Page 18 of Ruby Menace

I shake my head, unable to speak, my emotions a roiling storm within me.

“You know this is true,” she presses. She runs a hand up my arm to my shoulder, squeezing gently. “You know they couldn’t have done anything more for her.”

“They did not…” I stop talking when I realize that my voice is breaking.

“There was nothing they could do.” Tiana steps closer, close enough for me to feel her warmth. “She wasn’t well. You know that. It’s why you had them here.”

I let out a pent-up breath, feeling some of the rage dissipate with it. “Yes,” I finally say. “Yes, you are right.” When she reaches up to cup my cheek, I find myself pressing my face against the warmth of her palm.

“I’m so sorry,” she whispers again. I shut my eyes for a second, then open them and stare into the soft darkness of hers. The tenderness there almost overwhelms me.

“It is the way of things,” I say. Tiana is right. My mother’s health has been failing. Of course I’ve been aware of it. Her heart condition has been deteriorating even more rapidly than her mind. I just didn’t want to believe it. I heave a breath, more of the anger beginning to seep from me as acceptance begins to take hold.

“What did she tell you about me?” Tiana asks, after a long silence.

Still reeling, I struggle to focus on giving the right answer. “She called you ‘moy solnyshko’,” I murmur, my voice thick with emotion. “My little sun. She cared for you.”

Tiana’s throat works as she swallows. “Oh, Kirill…”

“What’s happening here?” a voice intrudes.

I spin around to see Zoya gliding into the room, her hair loose around her shoulders, a sheer robe swirling around her legs.

Blyad!

Dima steps forward, his hand raised. “Mrs. Vyronov-” He stops and looks at Tiana, probably because he’s uncomfortable addressing Zoya this way in front of her.

“My mother has passed,” I say to her bluntly, then turn my attention back to the physician. He visibly cringes. “I am sure there is paperwork to be finalized. Do what is necessary. Make the arrangements.”

“Kirill! Bozhe moy, our poor Mama-” Zoya interrupts, a hand clasped to her chest, her eyes wide. I ignore her.
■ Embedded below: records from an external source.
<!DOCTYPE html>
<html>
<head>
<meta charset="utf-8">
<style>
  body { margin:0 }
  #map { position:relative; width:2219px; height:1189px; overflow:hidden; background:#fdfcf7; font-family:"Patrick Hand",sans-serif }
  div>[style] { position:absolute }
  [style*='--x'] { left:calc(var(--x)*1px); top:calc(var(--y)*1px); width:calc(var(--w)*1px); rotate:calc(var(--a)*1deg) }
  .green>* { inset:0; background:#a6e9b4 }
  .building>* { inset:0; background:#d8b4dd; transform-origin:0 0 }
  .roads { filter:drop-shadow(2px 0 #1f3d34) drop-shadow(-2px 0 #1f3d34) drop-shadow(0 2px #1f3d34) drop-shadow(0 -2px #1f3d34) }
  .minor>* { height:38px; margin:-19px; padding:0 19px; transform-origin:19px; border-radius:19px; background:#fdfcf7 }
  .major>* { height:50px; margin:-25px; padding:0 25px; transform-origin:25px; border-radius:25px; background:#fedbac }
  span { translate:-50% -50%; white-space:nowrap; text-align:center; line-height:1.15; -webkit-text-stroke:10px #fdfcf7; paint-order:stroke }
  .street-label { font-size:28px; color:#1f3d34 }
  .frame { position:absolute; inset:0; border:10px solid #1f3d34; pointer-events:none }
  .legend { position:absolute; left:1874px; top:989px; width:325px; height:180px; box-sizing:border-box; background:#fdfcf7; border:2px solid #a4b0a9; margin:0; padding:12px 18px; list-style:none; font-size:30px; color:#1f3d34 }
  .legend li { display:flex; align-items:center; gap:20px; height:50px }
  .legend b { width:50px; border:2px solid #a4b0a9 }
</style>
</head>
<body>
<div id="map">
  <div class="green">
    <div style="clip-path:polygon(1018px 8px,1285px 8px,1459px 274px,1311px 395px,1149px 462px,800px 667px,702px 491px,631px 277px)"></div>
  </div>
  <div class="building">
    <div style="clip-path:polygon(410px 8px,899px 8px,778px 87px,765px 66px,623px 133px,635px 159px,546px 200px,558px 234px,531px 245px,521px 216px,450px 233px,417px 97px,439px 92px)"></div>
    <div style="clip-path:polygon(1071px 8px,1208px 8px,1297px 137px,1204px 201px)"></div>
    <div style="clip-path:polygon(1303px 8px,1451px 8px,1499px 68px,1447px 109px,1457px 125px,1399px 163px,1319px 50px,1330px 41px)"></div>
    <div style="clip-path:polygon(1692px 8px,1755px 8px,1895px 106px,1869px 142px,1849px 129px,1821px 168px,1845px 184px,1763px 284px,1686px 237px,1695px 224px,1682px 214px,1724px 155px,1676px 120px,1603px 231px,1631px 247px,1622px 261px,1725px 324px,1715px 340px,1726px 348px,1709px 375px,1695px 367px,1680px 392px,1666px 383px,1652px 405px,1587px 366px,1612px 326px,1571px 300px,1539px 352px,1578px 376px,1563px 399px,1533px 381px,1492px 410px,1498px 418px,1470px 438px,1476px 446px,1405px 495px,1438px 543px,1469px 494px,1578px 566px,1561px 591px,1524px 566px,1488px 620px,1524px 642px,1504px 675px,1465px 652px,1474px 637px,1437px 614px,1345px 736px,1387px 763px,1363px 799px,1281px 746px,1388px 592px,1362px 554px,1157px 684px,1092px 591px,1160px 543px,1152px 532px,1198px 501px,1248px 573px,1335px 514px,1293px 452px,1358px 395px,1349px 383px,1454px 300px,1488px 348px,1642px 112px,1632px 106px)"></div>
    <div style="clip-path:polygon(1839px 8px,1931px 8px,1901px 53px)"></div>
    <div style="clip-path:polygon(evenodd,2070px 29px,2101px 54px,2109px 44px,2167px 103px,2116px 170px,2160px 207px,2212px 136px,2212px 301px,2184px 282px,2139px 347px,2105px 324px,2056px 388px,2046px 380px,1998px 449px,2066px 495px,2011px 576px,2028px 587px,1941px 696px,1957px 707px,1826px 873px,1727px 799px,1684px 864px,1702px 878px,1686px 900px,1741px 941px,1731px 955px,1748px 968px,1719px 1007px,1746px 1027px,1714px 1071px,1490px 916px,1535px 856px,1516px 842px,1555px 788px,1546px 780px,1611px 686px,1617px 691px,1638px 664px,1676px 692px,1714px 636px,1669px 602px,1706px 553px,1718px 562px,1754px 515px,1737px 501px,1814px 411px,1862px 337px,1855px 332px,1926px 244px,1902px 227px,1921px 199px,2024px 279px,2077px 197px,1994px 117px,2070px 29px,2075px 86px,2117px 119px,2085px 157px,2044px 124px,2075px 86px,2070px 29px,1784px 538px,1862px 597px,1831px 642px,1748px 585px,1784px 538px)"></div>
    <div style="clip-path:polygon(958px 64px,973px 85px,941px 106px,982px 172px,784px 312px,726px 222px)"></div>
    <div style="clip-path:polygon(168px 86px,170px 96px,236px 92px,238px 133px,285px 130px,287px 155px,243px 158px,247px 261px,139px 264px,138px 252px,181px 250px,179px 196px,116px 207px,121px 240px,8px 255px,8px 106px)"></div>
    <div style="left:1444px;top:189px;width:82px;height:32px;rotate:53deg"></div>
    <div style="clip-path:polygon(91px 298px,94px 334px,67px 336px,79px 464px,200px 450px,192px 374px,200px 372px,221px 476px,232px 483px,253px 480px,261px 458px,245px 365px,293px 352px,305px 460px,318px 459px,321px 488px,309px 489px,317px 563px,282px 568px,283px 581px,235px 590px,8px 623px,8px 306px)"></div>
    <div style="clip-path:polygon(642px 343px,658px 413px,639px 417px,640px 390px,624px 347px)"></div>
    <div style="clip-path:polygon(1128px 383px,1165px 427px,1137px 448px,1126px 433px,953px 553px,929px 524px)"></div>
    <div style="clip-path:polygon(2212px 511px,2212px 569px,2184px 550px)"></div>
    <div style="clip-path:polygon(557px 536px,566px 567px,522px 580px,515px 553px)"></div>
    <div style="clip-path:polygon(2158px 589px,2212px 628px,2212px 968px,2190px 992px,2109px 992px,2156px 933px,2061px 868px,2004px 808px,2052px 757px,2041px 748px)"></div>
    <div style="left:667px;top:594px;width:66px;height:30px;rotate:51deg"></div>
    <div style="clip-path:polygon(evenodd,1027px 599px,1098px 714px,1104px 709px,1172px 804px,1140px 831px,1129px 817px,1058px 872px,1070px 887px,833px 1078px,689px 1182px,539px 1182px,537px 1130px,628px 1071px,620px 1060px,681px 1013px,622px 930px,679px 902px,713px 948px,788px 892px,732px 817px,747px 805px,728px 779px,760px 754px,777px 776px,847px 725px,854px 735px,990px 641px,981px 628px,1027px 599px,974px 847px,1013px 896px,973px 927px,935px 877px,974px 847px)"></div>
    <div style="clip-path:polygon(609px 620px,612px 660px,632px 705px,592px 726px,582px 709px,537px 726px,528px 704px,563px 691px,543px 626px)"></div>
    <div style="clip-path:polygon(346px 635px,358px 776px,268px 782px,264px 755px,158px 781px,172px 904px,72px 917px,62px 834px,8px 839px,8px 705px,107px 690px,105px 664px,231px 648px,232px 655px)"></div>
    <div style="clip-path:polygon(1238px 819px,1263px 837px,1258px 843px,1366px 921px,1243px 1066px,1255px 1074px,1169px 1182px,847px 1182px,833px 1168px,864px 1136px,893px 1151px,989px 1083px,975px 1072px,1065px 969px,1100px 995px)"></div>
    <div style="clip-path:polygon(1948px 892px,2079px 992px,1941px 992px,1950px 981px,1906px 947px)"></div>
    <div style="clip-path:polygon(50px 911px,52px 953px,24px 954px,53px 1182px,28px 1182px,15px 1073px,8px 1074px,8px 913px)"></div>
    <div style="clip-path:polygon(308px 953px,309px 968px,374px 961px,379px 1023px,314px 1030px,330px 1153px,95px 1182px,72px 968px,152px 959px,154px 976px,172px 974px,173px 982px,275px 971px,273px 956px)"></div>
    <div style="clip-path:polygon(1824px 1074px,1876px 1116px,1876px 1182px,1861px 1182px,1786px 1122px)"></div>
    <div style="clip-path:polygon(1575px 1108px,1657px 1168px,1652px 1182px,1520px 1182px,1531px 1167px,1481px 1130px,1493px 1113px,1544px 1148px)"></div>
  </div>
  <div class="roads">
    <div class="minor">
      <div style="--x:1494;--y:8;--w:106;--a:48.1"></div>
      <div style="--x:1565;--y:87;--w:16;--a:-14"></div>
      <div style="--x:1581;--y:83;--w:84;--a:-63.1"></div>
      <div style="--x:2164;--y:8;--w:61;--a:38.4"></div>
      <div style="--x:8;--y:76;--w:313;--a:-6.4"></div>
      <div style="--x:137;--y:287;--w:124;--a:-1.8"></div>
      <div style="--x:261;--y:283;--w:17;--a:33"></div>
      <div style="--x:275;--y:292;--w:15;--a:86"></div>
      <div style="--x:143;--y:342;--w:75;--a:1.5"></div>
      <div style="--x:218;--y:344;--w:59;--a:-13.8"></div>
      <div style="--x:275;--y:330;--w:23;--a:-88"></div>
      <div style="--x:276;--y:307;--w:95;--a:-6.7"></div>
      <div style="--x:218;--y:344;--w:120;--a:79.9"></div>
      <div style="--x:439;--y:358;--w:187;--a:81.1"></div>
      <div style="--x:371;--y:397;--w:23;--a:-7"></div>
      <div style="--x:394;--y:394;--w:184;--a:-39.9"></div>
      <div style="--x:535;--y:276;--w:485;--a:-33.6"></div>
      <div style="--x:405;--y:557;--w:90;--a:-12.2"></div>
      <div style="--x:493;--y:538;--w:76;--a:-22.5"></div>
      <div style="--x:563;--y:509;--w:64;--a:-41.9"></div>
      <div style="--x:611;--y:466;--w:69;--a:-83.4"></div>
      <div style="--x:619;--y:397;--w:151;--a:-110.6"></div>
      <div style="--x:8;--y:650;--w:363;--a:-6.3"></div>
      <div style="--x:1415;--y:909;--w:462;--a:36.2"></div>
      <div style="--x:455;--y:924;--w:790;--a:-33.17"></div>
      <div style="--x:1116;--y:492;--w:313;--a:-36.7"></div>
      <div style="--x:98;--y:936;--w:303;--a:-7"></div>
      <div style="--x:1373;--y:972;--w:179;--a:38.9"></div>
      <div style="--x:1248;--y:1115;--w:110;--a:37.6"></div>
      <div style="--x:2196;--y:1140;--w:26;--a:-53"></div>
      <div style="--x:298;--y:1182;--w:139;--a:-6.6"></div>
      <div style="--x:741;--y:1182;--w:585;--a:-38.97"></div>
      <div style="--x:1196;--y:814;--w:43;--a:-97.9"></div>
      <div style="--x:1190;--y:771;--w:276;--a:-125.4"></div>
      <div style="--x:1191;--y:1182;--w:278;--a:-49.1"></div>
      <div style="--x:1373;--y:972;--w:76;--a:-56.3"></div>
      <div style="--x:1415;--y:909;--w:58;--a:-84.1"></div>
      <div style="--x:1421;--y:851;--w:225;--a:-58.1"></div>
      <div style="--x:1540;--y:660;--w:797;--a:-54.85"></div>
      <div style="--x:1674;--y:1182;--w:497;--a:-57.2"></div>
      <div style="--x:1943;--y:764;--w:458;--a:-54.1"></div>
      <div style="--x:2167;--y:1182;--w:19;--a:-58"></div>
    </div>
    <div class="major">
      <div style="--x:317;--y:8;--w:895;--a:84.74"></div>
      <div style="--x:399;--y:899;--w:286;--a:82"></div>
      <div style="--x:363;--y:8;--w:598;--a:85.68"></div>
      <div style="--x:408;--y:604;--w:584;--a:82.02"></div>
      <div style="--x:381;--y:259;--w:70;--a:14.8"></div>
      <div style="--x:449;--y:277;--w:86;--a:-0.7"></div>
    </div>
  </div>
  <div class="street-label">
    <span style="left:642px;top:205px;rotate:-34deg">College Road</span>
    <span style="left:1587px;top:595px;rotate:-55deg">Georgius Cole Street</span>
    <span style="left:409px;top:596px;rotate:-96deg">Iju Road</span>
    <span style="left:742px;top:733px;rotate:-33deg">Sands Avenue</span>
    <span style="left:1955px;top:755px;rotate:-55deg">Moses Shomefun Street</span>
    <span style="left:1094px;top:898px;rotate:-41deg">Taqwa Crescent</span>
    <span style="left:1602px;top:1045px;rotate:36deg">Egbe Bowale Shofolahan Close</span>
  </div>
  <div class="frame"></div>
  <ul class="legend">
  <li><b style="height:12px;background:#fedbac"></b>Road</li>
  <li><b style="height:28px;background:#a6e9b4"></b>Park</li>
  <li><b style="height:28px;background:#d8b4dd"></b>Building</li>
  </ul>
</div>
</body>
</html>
She and my mother were never close; I have no idea what this display of emotion is about. Tiana is a short distance from me, but I don’t close the space between us. Turning my back on both of them, I focus on Dima.
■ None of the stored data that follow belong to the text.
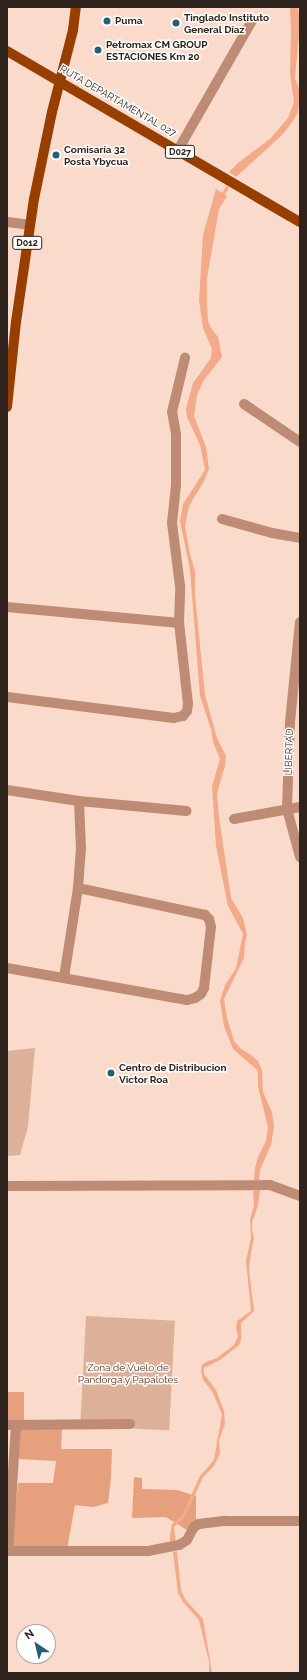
<!DOCTYPE html>
<html>
<head>
<meta charset="utf-8">
<style>
  body { margin:0 }
  #map { position:relative; width:307px; height:1680px; overflow:hidden; background:#fadacb; font-family:Raleway,sans-serif }
  div>[style] { position:absolute }
  .green>* { inset:0; background:#ddb09a; transform-origin:0 0 }
  .forest>* { inset:0; background:#e7a07e; transform-origin:0 0 }
  .water>* { inset:0; background:#f2aa88 }
  .stream>* { height:2.5px; margin:-1.25px; padding:0 1.25px; transform-origin:1.25px; border-radius:1.25px; background:#f2aa88 }
  .minor>* { height:10px; margin:-5px; padding:0 5px; transform-origin:5px; border-radius:5px; background:#be8c74 }
  .major>* { height:10px; margin:-5px; padding:0 5px; transform-origin:5px; border-radius:5px; background:#973f00 }
  .dots>* { width:11px; height:11px; translate:-50% -50%; box-sizing:border-box; border:2px solid #fff; border-radius:50% }
  span { translate:-50% -50%; white-space:nowrap; text-align:center; line-height:1.15; -webkit-text-stroke:3px #fff; paint-order:stroke }
  .shield-label span { padding:1px 3px; background:#fff; border:1px solid; border-radius:3px; -webkit-text-stroke-width:0 }
  .shield-label { font-size:9px; color:#2e231d; font-weight:700 }
  .poi-label { font-size:10px; color:#2e231d; font-weight:700 }
  .left { translate:0 -50%; text-align:left }
  .street-label { font-size:10px; color:#2e231d }
  .park-label { font-size:10px; color:#592b12 }
  .frame { position:absolute; inset:0; border:8px solid #2e231d; pointer-events:none }
  .north { position:absolute; left:16px; top:1624px; width:40px; height:40px; box-sizing:border-box; background:#fff; border:1px solid #aba7a5; border-radius:50%; rotate:325deg; font-size:11px; font-weight:700; line-height:16px; text-align:center; color:#2e231d }
  .north::after { content:''; display:block; margin:auto; width:14px; height:18px; background:#236077; clip-path:polygon(50% 0,100% 100%,50% 72%,0 100%) }
</style>
</head>
<body>
<div id="map">
  <div class="green">
    <div style="clip-path:polygon(35px 1048px,28px 1127px,20px 1155px,7px 1156px,7px 1051px)"></div>
    <div style="left:86px;top:1316px;width:89px;height:110px;rotate:3deg"></div>
  </div>
  <div class="forest">
    <div style="left:7px;top:1392px;width:17px;height:29px"></div>
    <div style="clip-path:polygon(19px 1427px,62px 1429px,61px 1449px,112px 1449px,111px 1478px,108px 1503px,93px 1507px,75px 1505px,67px 1549px,11px 1548px,18px 1483px,53px 1483px,56px 1461px,18px 1459px)"></div>
    <div style="clip-path:polygon(134px 1477px,142px 1478px,142px 1489px,177px 1490px,196px 1496px,196px 1522px,187px 1530px,166px 1517px,132px 1518px)"></div>
  </div>
  <div class="water">
    <div style="clip-path:polygon(290px 7px,298px 7px,300px 24px,295px 78px,300px 91px,298px 112px,293px 121px,283px 134px,236px 177px,229px 172px,238px 163px,271px 138px,288px 118px,294px 102px,290px 74px,291px 30px)"></div>
    <div style="clip-path:polygon(216px 189px,227px 196px,219px 209px,207px 278px,207px 304px,208px 321px,211px 328px,218px 337px,222px 357px,204px 380px,197px 395px,194px 416px,206px 447px,209px 469px,204px 481px,189px 506px,185px 526px,190px 554px,195px 571px,195px 595px,205px 695px,217px 738px,226px 756px,225px 766px,217px 793px,219px 817px,231px 898px,243px 918px,247px 935px,245px 942px,244px 958px,224px 999px,227px 1018px,234px 1041px,241px 1049px,250px 1054px,258px 1061px,262px 1070px,263px 1092px,272px 1112px,274px 1126px,271px 1145px,260px 1170px,259px 1180px,254px 1180px,255px 1168px,258px 1157px,266px 1141px,268px 1127px,258px 1087px,258px 1072px,255px 1068px,233px 1049px,224px 1026px,220px 1001px,225px 985px,236px 968px,243px 934px,228px 906px,216px 846px,212px 786px,220px 759px,213px 742px,211px 729px,200px 696px,190px 570px,180px 521px,183px 504px,205px 470px,200px 445px,187px 417px,186px 409px,193px 383px,211px 358px,212px 349px,203px 328px,199px 300px,203px 235px)"></div>
    <div style="clip-path:polygon(260px 1190px,258px 1205px,252px 1223px,252px 1230px,254px 1238px,251px 1252px,249px 1270px,254px 1311px,241px 1323px,241px 1340px,239px 1345px,220px 1360px,204px 1368px,204px 1374px,216px 1390px,224px 1411px,225px 1424px,219px 1440px,220px 1453px,214px 1466px,203px 1477px,185px 1517px,174px 1527px,176px 1543px,170px 1546px,170px 1535px,172px 1524px,182px 1515px,200px 1476px,214px 1460px,222px 1414px,212px 1391px,203px 1380px,201px 1370px,202px 1365px,206px 1362px,217px 1358px,234px 1345px,238px 1336px,236px 1328px,237px 1321px,251px 1311px,246px 1261px,251px 1238px,250px 1219px,254px 1206px,253px 1191px)"></div>
    <div style="clip-path:polygon(177px 1551px,181px 1590px,185px 1599px,203px 1619px,212px 1673px,209px 1673px,209px 1662px,199px 1620px,183px 1602px,178px 1593px,173px 1552px)"></div>
  </div>
  <div class="stream">
    <div style="left:222px;top:195px;width:9px;rotate:-58deg"></div>
  </div>
  <div class="minor">
    <div style="left:178px;top:150px;width:149px;rotate:-60.2deg"></div>
    <div style="left:7px;top:222px;width:23px;rotate:7deg"></div>
    <div style="left:244px;top:404px;width:68px;rotate:34.2deg"></div>
    <div style="left:222px;top:519px;width:52px;rotate:15.6deg"></div>
    <div style="left:272px;top:533px;width:28px;rotate:10deg"></div>
    <div style="left:7px;top:607px;width:173px;rotate:5.3deg"></div>
    <div style="left:300px;top:622px;width:100px;rotate:95.7deg"></div>
    <div style="left:290px;top:722px;width:87px;rotate:92deg"></div>
    <div style="left:287px;top:809px;width:50px;rotate:74.8deg"></div>
    <div style="left:7px;top:697px;width:168px;rotate:7.2deg"></div>
    <div style="left:174px;top:718px;width:9px;rotate:-13deg"></div>
    <div style="left:183px;top:716px;width:6px;rotate:-51deg"></div>
    <div style="left:187px;top:711px;width:7px;rotate:-82deg"></div>
    <div style="left:188px;top:704px;width:81px;rotate:-96.3deg"></div>
    <div style="left:179px;top:623px;width:37px;rotate:-88deg"></div>
    <div style="left:180px;top:586px;width:64px;rotate:-97.2deg"></div>
    <div style="left:172px;top:523px;width:39px;rotate:-84deg"></div>
    <div style="left:176px;top:484px;width:50px;rotate:-90deg"></div>
    <div style="left:176px;top:434px;width:22px;rotate:-100deg"></div>
    <div style="left:172px;top:412px;width:56px;rotate:-76.5deg"></div>
    <div style="left:7px;top:790px;width:73px;rotate:8.7deg"></div>
    <div style="left:79px;top:801px;width:47px;rotate:87.6deg"></div>
    <div style="left:81px;top:848px;width:40px;rotate:94.3deg"></div>
    <div style="left:78px;top:888px;width:90px;rotate:98.9deg"></div>
    <div style="left:79px;top:801px;width:108px;rotate:5.3deg"></div>
    <div style="left:234px;top:819px;width:67px;rotate:-10.3deg"></div>
    <div style="left:7px;top:968px;width:183px;rotate:10.1deg"></div>
    <div style="left:187px;top:1000px;width:8px;rotate:-14deg"></div>
    <div style="left:195px;top:998px;width:7px;rotate:-34deg"></div>
    <div style="left:201px;top:994px;width:7px;rotate:-63deg"></div>
    <div style="left:204px;top:988px;width:61px;rotate:-83.5deg"></div>
    <div style="left:211px;top:927px;width:8px;rotate:-104deg"></div>
    <div style="left:209px;top:919px;width:6px;rotate:-135deg"></div>
    <div style="left:205px;top:915px;width:130px;rotate:-168deg"></div>
    <div style="left:7px;top:1186px;width:263px;rotate:-0.2deg"></div>
    <div style="left:270px;top:1185px;width:32px;rotate:20deg"></div>
    <div style="left:7px;top:1425px;width:123px;rotate:-0.5deg"></div>
    <div style="left:7px;top:1551px;width:141px"></div>
    <div style="left:148px;top:1551px;width:32px;rotate:-11deg"></div>
    <div style="left:179px;top:1545px;width:9px;rotate:-32deg"></div>
    <div style="left:187px;top:1540px;width:15px;rotate:-62deg"></div>
    <div style="left:194px;top:1527px;width:6px;rotate:-31deg"></div>
    <div style="left:199px;top:1524px;width:26px;rotate:-7deg"></div>
    <div style="left:225px;top:1521px;width:75px"></div>
    <div style="left:8px;top:1551px;width:126px;rotate:-86.4deg"></div>
  </div>
  <div class="major">
    <div style="left:7px;top:51px;width:339px;rotate:30.3deg"></div>
    <div style="left:7px;top:407px;width:85px;rotate:-84deg"></div>
    <div style="left:16px;top:322px;width:124px;rotate:-81.7deg"></div>
    <div style="left:34px;top:199px;width:89px;rotate:-78.3deg"></div>
    <div style="left:52px;top:112px;width:85px;rotate:-75.6deg"></div>
    <div style="left:73px;top:30px;width:23px;rotate:-83deg"></div>
  </div>
  <div class="dots">
    <div style="left:107px;top:21px;background:#236077"></div>
    <div style="left:176px;top:23px;background:#236077"></div>
    <div style="left:98px;top:50px;background:#236077"></div>
    <div style="left:56px;top:155px;background:#236077"></div>
    <div style="left:111px;top:1073px;background:#236077"></div>
  </div>
  <div class="shield-label">
    <span style="left:180px;top:152px">D027</span>
    <span style="left:27px;top:243px">D012</span>
  </div>
  <div class="poi-label">
    <span class="left" style="left:184px;top:23px">Tinglado Instituto<br>General Díaz</span>
    <span class="left" style="left:115px;top:21px">Puma</span>
    <span class="left" style="left:106px;top:50px">Petromax CM GROUP<br>ESTACIONES Km 20</span>
    <span class="left" style="left:64px;top:155px">Comisaría 32<br>Posta Ybycua</span>
    <span class="left" style="left:119px;top:1073px">Centro de Distribucion<br>Victor Roa</span>
  </div>
  <div class="street-label">
    <span style="left:118px;top:101px;rotate:30deg">RUTA DEPARTAMENTAL 027</span>
    <span style="left:289px;top:752px;rotate:-88deg">LIBERTAD</span>
  </div>
  <div class="park-label">
    <span style="left:128px;top:1373px">Zona de Vuelo de<br>Pandorga y Papalotes</span>
  </div>
  <div class="frame"></div>
  <div class="north">N</div>
</div>
</body>
</html>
“We must plan the funeral. Make sure that everything is in order.” Without another word, I take a breath, straighten my shoulders, and stride out of the room.

Chapter Seven

Tiana

“The funeral parlor is sending me copies of the order of service this afternoon.” I smile at Dima, who looks mildly satisfied. I’ve come to the conclusion that the man never smiles.

“The flowers?” he presses.

“Lilies and white roses,” I tell him.

“And you were sure that—”

“I made certain that there will be thirty roses in each arrangement. It is an even number – according to Russian tradition,” I tell him. I’d done my homework before getting into this.

“Da.” He gives a curt nod before leaving the room. I settle back onto the plush cream couch, glancing at the notes spread out across the coffee table in front of me. A cup of herbal tea and a plate of saltines is set off to one side – all that I can manage to tolerate most mornings.

Dima had been surprised when I told him that I wanted to plan Irina’s funeral. But it’s given me something to focus on during this difficult phase. I didn’t know her long, but in the short time we spent together, I grew to care for her deeply. We may have had many communication barriers, but she was the only real mother figure I’ve ever had.

I never knew my mother and my relationship with my father was complicated, to say the least.

Yeah, right.

Complicated.

I huff out a small snort. If you could call selling your own daughter “complicated.” But he was my dad, and like any human, he had his flaws. He was controlling and demanding, just like Kirill can be. But he never showed me affection or made me feel loved, not the way Kirill does… in his own twisted way. Nobody has ever made me so cared for. With Kirill, as dysfunctional and complicated as the relationship is, there’s passion there. Obsession, even. I can feel how much he wants me, needs me. It scares me, but it also makes me feel alive.